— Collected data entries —
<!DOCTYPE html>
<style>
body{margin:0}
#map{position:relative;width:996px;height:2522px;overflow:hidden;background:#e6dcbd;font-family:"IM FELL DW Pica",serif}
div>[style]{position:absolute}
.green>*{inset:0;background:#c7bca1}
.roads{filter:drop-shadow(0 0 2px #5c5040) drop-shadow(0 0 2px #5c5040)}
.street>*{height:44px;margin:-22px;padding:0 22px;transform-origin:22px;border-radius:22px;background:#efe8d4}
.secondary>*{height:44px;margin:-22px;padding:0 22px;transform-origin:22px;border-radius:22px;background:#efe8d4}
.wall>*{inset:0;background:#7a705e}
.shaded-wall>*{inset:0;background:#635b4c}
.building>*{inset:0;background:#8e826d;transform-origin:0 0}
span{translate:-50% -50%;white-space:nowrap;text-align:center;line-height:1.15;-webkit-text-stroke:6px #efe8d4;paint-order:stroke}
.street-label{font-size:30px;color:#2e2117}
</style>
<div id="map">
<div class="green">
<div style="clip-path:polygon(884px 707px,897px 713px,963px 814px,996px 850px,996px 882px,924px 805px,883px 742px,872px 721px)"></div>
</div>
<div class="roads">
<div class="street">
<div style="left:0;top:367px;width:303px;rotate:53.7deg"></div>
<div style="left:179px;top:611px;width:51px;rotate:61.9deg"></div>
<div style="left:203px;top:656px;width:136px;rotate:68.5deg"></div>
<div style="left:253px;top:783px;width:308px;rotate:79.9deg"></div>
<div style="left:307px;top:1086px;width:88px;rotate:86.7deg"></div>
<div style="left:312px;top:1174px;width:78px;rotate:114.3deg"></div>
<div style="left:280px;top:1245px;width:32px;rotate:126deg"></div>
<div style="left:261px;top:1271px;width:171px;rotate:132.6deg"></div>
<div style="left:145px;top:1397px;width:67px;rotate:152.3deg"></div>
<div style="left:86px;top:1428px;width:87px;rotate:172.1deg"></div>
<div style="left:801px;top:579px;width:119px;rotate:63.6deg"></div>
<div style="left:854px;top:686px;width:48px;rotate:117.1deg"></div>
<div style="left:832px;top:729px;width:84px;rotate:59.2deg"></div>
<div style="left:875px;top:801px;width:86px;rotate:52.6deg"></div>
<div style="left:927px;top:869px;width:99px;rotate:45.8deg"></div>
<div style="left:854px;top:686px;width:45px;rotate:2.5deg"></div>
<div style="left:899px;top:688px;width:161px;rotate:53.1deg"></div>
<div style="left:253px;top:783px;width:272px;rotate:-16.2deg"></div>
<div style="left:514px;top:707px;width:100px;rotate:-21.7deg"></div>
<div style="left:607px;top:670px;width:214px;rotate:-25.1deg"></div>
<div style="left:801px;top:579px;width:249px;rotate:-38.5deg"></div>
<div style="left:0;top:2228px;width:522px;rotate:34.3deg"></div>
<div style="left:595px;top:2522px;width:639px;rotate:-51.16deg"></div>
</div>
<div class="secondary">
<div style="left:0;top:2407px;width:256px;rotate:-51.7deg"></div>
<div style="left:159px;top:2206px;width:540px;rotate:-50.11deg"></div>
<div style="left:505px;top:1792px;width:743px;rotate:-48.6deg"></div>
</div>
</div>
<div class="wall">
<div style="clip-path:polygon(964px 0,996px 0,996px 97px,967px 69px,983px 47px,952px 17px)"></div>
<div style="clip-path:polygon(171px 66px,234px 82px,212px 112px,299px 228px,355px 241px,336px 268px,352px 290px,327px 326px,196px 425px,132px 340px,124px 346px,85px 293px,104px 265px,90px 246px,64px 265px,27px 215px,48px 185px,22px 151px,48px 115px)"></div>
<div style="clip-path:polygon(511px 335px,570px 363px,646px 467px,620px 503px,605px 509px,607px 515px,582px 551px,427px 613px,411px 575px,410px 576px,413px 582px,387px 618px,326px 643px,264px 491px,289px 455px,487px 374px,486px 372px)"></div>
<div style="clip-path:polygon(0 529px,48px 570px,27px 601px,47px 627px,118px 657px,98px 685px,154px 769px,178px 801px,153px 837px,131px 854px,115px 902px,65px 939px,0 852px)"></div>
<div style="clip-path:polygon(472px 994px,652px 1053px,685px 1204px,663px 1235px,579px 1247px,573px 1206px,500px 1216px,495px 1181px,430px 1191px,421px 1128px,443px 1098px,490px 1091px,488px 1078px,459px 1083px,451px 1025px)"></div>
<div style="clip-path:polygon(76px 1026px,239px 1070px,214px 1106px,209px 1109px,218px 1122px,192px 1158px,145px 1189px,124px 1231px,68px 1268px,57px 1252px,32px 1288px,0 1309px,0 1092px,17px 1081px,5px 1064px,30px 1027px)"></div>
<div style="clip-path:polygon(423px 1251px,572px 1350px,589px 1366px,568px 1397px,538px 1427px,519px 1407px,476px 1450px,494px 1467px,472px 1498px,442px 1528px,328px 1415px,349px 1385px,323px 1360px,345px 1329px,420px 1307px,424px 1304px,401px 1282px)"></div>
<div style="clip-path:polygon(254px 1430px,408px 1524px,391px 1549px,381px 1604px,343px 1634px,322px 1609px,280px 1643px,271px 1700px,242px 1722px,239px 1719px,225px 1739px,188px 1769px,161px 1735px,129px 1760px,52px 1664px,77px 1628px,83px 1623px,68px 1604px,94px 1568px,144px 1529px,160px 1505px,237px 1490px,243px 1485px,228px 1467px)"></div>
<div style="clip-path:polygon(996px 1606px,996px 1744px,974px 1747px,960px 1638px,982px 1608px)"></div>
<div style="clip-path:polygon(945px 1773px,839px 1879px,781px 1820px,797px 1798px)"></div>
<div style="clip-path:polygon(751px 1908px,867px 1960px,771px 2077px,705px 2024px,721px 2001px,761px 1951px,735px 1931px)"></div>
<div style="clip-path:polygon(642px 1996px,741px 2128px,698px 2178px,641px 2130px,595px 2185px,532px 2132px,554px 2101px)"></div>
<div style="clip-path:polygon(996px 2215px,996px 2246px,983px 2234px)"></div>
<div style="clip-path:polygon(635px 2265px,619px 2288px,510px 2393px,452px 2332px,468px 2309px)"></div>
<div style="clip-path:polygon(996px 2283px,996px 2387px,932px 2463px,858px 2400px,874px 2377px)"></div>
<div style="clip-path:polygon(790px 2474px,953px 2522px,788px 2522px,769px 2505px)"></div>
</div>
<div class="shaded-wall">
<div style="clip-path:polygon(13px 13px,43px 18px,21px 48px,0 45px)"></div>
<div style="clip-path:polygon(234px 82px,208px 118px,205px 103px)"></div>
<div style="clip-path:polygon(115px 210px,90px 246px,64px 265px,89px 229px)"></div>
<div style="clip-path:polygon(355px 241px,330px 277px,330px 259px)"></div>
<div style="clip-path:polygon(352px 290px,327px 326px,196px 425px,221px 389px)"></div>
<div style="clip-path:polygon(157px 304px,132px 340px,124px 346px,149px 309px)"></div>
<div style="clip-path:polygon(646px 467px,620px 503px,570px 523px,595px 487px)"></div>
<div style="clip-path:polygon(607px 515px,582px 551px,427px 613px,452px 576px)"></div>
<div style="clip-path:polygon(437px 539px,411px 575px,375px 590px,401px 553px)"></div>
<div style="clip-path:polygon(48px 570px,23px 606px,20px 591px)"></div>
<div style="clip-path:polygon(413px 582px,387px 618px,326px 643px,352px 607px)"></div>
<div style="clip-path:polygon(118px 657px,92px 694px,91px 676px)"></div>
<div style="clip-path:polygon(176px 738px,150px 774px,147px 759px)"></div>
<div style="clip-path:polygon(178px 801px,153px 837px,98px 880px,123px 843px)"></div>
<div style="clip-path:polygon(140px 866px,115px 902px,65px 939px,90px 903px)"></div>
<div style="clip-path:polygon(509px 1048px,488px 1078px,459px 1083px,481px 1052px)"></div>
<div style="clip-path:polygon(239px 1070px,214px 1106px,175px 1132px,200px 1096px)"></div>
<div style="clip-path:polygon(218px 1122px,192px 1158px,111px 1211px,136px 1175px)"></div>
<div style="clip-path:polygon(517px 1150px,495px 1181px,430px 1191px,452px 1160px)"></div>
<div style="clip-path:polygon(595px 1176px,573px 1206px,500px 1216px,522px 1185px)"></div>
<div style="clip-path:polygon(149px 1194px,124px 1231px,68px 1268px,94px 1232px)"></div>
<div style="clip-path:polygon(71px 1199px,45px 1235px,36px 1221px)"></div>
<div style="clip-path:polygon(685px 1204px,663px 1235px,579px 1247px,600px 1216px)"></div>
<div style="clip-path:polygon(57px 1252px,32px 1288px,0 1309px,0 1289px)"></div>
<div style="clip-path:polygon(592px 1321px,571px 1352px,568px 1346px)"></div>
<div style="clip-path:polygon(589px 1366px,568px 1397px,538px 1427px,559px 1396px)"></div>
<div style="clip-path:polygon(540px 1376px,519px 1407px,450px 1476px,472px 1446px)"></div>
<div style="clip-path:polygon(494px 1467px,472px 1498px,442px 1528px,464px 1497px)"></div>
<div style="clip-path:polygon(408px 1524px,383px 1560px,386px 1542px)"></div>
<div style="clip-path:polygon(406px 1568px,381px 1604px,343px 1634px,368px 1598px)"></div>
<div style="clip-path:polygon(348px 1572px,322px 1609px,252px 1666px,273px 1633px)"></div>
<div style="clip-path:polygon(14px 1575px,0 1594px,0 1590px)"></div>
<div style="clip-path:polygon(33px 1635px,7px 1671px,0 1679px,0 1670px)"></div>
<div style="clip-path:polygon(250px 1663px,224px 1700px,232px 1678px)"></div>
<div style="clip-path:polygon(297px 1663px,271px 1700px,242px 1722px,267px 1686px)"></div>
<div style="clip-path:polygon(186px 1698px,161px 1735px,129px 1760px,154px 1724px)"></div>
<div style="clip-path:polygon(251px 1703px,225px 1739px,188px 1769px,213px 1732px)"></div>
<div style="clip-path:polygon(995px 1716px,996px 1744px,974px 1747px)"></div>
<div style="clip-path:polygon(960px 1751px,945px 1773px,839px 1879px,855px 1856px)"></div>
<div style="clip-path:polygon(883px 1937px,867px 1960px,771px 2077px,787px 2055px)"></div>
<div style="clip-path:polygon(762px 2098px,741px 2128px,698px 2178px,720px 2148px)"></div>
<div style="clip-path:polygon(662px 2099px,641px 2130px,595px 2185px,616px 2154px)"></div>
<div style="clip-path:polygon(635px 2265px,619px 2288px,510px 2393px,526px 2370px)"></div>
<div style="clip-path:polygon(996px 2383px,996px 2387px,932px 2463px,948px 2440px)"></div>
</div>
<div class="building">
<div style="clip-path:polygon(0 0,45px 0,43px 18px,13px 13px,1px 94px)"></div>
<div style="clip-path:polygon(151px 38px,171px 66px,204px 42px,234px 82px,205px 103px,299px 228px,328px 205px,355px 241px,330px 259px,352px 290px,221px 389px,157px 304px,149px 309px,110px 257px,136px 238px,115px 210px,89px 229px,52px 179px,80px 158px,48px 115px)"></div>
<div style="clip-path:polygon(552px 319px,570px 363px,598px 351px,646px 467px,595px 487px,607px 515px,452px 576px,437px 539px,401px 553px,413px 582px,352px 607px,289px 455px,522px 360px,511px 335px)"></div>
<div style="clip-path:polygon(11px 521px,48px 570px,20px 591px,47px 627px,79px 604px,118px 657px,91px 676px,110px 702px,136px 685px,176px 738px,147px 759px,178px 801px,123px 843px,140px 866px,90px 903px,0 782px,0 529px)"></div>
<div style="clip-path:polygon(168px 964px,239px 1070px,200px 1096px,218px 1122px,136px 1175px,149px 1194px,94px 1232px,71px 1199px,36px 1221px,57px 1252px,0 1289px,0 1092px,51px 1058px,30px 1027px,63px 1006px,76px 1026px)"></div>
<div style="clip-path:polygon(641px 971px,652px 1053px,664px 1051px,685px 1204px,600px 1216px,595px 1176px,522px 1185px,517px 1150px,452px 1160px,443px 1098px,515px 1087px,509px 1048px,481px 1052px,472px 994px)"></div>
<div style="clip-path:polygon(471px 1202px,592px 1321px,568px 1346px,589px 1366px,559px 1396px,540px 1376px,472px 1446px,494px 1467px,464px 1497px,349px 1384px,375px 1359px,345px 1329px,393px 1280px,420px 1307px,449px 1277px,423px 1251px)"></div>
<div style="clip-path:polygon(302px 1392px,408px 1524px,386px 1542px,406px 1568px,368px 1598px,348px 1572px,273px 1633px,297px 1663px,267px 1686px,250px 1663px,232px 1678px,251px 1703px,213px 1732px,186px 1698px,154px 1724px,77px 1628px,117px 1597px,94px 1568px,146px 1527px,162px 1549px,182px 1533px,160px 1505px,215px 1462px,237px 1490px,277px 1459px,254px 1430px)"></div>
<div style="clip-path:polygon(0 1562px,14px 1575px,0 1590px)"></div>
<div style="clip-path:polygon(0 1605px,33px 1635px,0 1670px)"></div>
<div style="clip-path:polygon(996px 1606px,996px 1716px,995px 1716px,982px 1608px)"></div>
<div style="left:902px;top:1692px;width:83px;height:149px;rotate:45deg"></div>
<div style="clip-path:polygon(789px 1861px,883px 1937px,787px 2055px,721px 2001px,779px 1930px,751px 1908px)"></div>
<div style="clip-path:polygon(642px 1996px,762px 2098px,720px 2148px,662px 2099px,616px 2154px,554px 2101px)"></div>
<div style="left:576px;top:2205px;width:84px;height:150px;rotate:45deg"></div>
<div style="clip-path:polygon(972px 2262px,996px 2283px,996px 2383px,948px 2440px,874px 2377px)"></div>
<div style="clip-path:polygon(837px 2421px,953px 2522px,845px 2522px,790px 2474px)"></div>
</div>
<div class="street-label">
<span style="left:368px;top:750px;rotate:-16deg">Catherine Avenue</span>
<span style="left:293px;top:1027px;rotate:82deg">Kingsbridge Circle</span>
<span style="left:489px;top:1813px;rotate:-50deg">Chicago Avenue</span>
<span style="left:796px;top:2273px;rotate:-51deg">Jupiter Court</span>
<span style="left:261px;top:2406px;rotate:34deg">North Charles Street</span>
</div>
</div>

— YOUR GOAL —
Nothing but the lines from the top of the records down to the line with "2px #5c5040) drop-shadow(0" belongs in the answer; repeat them exactly.

— RESPONSE AREA —
<!DOCTYPE html>
<style>
body{margin:0}
#map{position:relative;width:996px;height:2522px;overflow:hidden;background:#e6dcbd;font-family:"IM FELL DW Pica",serif}
div>[style]{position:absolute}
.green>*{inset:0;background:#c7bca1}
.roads{filter:drop-shadow(0 0 2px #5c5040) drop-shadow(0 0 2px #5c5040)}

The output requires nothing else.